As Research In Motion Ltd. continues to face barrages of harsh criticism – over its dwindling market share, its lacklustre array of new smartphones and its unsuccessful PlayBook tablet – the company’s phenomenal growth in overseas markets has burnished its dented reputation.
But now, following a choreographed BlackBerry launch that went disastrously awry, RIM may be facing a criminal investigation in one of its most crucial markets for smartphones.
In these dark times, no market has burned brighter for RIM than Indonesia. RIM has huge market share in the Southeast Asian archipelago, and device launches there are highly anticipated events – so much so that RIM decided to debut in Jakarta its Bold 9790, an affordable but sleek smartphone designed to reaffirm RIM’s commitment to emerging markets.
Subsequent photographs of massive lineups outside a Jakarta shopping centre – prompted at least in part because the first 1,000 customers would get their devices 50 per cent off – provided a jolt of positive publicity, even as RIM’s share of the United States’ smartphone market sagged to 9 per cent from 24 per cent a year earlier, according to recent research from Canalys.
But those line-ups turned into a stampede. Numerous people passed out in the crush, and several were hospitalized. “After the event, staff from RIM, together with others involved in the event, visited Hospital Jakarta to extend our support and sympathy to those injured,” RIM said in a news release on Dec. 2.
On Monday, a Reuters news service report said Indonesian police were getting ready to lay charges against a RIM executive involved in the Jakarta promotional event. The company only said that “no RIM employees have been charged and that the company is co-operating with the Indonesia law enforcement.”

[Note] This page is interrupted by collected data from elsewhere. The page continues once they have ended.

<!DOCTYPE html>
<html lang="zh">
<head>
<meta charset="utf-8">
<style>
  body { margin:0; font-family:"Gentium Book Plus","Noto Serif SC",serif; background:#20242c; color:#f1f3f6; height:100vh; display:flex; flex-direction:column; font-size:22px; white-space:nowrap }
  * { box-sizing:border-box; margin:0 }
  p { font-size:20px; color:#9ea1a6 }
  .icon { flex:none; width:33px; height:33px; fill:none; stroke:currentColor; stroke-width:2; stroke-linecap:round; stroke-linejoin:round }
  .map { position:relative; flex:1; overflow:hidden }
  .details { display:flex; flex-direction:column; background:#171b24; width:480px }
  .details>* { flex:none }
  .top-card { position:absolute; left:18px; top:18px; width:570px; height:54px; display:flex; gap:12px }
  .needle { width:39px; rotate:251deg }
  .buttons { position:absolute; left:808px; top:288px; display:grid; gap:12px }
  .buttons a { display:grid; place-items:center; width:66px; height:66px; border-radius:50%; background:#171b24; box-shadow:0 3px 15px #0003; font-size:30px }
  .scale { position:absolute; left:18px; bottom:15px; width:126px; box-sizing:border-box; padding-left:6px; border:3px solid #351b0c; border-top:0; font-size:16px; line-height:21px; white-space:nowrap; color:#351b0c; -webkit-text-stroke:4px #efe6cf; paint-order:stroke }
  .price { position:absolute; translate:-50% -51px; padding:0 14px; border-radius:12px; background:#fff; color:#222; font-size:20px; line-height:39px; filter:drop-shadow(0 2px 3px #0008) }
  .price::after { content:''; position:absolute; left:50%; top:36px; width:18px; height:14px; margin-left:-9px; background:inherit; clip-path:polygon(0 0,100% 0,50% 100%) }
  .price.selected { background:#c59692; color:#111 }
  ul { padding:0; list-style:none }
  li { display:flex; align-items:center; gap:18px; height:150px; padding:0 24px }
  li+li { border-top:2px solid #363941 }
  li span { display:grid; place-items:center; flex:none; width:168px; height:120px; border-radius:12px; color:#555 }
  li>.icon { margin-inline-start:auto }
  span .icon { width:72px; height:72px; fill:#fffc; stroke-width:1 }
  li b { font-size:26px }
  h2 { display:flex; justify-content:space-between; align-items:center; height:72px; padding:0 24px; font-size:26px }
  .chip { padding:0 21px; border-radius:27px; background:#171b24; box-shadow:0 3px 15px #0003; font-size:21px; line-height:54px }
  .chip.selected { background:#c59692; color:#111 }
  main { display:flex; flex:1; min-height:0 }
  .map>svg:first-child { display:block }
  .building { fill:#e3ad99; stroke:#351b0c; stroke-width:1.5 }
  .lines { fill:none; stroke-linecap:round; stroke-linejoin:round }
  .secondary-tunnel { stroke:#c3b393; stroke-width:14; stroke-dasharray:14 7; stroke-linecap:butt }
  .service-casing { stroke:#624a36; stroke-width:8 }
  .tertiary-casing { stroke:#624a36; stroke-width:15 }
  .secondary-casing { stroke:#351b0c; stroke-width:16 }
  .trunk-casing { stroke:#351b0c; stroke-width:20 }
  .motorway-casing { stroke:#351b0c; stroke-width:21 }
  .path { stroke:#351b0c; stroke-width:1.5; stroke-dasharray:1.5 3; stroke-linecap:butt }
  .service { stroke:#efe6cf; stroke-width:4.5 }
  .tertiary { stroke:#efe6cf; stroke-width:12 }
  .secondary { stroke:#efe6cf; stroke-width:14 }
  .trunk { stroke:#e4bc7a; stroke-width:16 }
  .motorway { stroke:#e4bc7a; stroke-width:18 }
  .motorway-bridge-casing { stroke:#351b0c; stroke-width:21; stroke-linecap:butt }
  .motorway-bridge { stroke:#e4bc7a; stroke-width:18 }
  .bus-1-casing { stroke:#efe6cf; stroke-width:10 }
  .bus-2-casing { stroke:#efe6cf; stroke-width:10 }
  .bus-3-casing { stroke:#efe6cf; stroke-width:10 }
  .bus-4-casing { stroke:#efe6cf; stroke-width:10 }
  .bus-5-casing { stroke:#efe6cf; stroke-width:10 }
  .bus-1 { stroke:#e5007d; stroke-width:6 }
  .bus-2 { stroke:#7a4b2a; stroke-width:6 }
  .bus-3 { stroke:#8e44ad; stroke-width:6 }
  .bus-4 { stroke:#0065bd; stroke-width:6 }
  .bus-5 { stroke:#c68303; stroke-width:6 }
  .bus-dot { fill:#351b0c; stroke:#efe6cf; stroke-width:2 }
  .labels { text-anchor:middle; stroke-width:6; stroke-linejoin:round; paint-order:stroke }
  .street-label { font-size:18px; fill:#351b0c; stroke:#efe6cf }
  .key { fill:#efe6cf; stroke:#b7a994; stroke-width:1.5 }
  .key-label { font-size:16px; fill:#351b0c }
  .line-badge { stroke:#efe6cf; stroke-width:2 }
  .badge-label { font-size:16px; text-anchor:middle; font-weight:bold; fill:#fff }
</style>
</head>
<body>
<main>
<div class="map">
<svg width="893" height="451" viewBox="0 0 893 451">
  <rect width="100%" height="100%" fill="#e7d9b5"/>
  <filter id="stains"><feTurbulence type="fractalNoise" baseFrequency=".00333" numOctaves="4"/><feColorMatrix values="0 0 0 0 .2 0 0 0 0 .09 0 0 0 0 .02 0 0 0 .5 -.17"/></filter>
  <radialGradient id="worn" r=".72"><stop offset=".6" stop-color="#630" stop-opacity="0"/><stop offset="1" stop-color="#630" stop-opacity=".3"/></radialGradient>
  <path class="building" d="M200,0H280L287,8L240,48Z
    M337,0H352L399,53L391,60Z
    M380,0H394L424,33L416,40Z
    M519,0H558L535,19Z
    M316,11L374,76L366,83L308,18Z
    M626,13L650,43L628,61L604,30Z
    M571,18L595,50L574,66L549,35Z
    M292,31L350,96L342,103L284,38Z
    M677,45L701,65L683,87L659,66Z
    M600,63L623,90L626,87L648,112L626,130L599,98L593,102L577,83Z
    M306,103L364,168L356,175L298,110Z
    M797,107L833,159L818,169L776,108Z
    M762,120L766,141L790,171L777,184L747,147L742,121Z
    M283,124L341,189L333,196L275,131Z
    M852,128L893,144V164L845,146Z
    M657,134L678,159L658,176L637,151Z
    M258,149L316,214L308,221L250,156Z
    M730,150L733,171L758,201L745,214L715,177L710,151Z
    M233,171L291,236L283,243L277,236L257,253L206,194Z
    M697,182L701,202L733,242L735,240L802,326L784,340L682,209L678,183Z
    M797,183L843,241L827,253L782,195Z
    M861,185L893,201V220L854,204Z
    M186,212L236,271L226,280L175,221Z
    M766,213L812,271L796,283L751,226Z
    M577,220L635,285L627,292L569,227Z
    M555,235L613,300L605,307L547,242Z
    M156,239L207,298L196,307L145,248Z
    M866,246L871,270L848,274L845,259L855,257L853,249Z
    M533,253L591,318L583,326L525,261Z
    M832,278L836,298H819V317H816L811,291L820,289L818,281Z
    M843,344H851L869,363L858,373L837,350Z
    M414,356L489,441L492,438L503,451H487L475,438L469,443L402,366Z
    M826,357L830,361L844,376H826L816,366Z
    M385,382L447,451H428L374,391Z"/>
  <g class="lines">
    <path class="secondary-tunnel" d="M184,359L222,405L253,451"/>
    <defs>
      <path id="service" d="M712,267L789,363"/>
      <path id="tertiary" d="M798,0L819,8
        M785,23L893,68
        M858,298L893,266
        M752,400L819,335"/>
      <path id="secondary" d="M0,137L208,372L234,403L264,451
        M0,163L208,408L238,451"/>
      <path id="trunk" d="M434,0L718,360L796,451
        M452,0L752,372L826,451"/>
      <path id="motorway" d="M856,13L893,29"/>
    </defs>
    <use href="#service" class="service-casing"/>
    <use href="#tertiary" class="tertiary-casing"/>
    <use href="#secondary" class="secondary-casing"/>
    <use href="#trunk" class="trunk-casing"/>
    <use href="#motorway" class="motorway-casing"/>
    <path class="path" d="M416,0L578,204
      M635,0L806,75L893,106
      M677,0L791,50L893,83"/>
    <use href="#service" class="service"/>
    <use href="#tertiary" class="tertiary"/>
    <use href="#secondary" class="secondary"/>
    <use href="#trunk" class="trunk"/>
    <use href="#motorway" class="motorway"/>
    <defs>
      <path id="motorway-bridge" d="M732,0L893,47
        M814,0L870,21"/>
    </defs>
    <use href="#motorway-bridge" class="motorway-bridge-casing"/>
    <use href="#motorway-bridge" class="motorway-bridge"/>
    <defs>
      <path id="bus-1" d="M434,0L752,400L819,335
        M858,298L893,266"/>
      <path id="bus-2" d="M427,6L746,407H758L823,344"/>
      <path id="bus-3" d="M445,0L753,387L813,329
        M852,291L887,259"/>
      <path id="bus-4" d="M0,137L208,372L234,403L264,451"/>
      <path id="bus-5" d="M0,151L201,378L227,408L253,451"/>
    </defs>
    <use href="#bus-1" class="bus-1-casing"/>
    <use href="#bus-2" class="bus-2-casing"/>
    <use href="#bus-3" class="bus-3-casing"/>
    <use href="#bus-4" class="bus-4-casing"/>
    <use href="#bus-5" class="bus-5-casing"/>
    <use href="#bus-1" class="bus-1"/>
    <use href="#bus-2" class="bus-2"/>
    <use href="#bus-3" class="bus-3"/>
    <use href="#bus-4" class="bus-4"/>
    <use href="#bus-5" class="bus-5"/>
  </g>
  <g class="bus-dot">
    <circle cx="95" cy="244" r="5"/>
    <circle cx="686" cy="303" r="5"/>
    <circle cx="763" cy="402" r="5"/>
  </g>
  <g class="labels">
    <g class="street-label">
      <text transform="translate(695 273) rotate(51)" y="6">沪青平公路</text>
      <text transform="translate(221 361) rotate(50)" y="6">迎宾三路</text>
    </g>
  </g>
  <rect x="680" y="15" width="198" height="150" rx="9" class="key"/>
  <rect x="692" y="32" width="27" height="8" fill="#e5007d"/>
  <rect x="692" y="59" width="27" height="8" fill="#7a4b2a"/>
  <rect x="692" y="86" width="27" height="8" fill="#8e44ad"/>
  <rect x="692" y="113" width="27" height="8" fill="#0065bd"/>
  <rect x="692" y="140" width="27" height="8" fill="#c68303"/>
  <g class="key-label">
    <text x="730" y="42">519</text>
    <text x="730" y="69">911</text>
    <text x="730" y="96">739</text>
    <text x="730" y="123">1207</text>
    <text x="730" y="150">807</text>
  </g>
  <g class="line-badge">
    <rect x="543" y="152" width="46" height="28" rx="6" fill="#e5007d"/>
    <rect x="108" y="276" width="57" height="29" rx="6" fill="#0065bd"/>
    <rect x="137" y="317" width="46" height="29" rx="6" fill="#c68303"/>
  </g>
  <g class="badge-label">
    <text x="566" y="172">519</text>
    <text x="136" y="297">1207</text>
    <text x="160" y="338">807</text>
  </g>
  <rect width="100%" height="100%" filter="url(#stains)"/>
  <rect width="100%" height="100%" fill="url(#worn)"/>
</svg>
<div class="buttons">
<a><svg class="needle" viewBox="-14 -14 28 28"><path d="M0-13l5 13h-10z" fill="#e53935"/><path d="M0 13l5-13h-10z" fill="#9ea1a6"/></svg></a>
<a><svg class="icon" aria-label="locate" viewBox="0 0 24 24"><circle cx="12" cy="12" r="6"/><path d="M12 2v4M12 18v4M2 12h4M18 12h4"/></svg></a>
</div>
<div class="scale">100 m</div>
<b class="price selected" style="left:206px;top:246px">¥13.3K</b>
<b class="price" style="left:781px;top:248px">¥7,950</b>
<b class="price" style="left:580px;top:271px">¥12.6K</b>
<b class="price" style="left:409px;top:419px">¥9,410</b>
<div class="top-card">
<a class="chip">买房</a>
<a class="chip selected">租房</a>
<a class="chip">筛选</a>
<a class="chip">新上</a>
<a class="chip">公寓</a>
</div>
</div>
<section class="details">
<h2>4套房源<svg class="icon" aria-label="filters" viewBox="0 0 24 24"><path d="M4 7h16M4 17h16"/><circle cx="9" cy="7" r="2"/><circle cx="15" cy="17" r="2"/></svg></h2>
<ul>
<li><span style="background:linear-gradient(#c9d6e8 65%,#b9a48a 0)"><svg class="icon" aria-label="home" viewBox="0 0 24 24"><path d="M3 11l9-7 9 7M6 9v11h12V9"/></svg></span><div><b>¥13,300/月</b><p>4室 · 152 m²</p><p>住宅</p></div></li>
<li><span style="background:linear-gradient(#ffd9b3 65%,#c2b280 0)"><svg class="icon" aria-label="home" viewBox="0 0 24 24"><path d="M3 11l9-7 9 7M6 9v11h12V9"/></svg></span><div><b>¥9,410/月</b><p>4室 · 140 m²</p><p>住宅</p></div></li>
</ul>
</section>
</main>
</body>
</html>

This came after a terrible week for the company in which hackers “jailbroke” their way into the PlayBook tablet, two RIM executives were suspended after drunken behaviour that forced a Beijing-bound Air Canada flight to land in Vancouver, and the company preannounced dismal financial results on Friday that caused the stock to drop about 9 per cent. Also on Monday, RIM said the two executives, who were each charged more than $35,000 after delaying other passengers by about 18 hours, were no longer with the company.
“RIM does not condone behaviour that conflicts with applicable laws and employees are expected to act, at all times, with integrity and respect,” the company said. “The individuals involved in this incident are no longer employed by RIM.”
The frequency and severity of bad news assailing the Waterloo, Ont.-based company, which is both profitable and debt-free, at times veers on the absurd. Kaan Yigit, who tracks trends and brands in the technology and digital media space for Toronto-based Solutions Research Group, says he’s left shaking his head in disbelief.
“It’s unbelievable, but RIM became the Rodney Dangerfield of the tech world in just a short 18-month period,” he said.